### DESCRIPTION OF THE TASK
How many lines of the entries below include the word "data"? Answer with the number alone.

### INFORMATION SHOWN
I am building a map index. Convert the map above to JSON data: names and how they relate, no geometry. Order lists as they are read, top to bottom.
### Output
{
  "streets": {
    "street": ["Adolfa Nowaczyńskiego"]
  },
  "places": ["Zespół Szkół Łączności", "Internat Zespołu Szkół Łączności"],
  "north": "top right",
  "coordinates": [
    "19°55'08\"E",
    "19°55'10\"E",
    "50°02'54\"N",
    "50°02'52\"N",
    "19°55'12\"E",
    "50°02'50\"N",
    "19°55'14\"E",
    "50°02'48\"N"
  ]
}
--
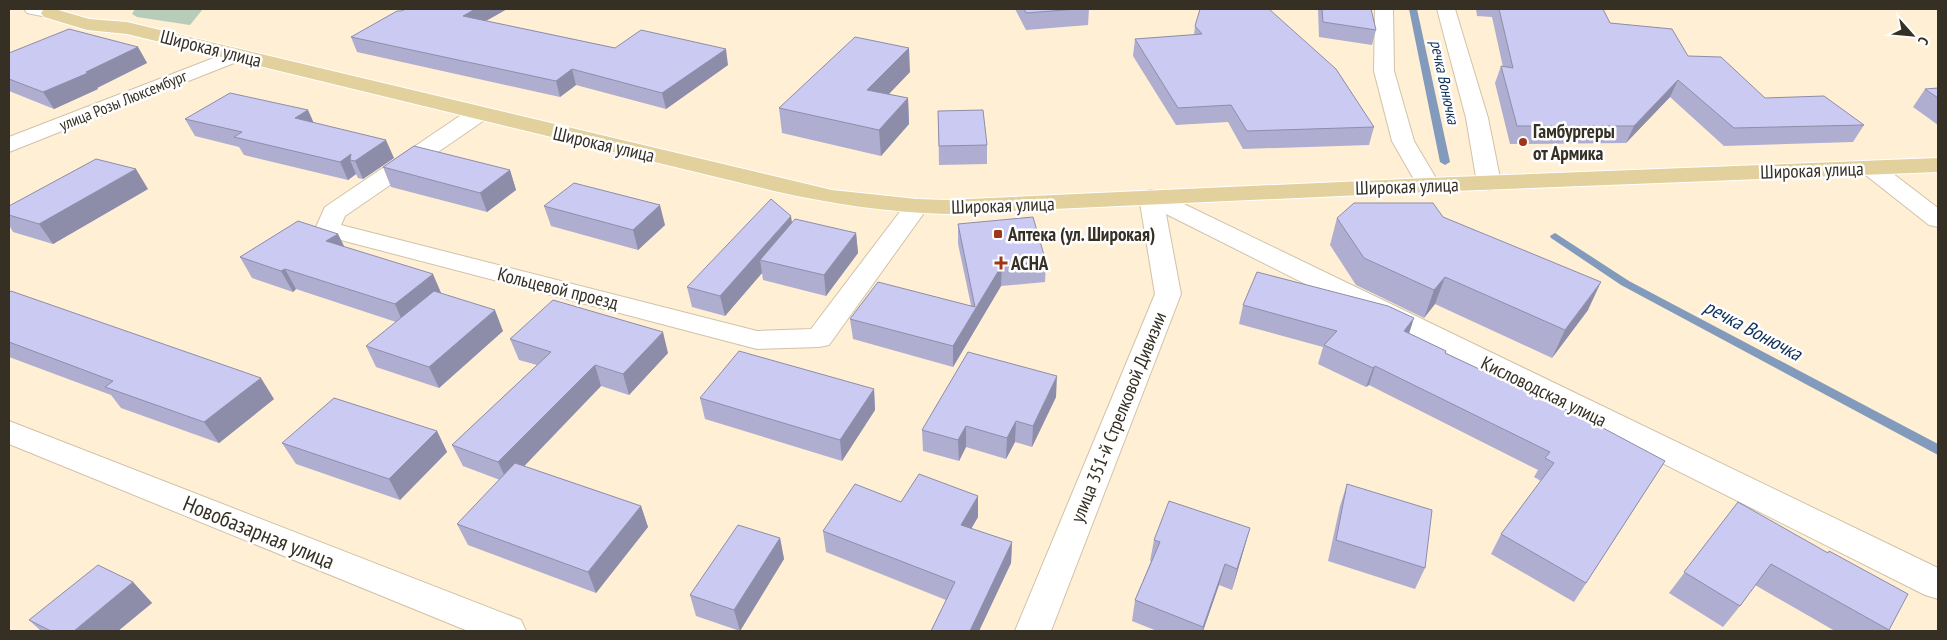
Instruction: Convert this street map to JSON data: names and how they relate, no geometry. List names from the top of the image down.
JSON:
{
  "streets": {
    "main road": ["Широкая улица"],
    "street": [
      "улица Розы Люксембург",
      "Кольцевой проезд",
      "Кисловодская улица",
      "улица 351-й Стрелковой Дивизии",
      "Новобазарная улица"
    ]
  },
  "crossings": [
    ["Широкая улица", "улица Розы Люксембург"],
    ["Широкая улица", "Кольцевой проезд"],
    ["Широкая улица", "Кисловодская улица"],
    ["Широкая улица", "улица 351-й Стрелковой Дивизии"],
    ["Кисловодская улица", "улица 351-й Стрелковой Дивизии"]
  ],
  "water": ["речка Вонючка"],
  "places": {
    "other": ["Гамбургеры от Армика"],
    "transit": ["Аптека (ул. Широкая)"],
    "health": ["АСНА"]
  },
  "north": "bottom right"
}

### RESPONSE FOR THIS EXERCISE
2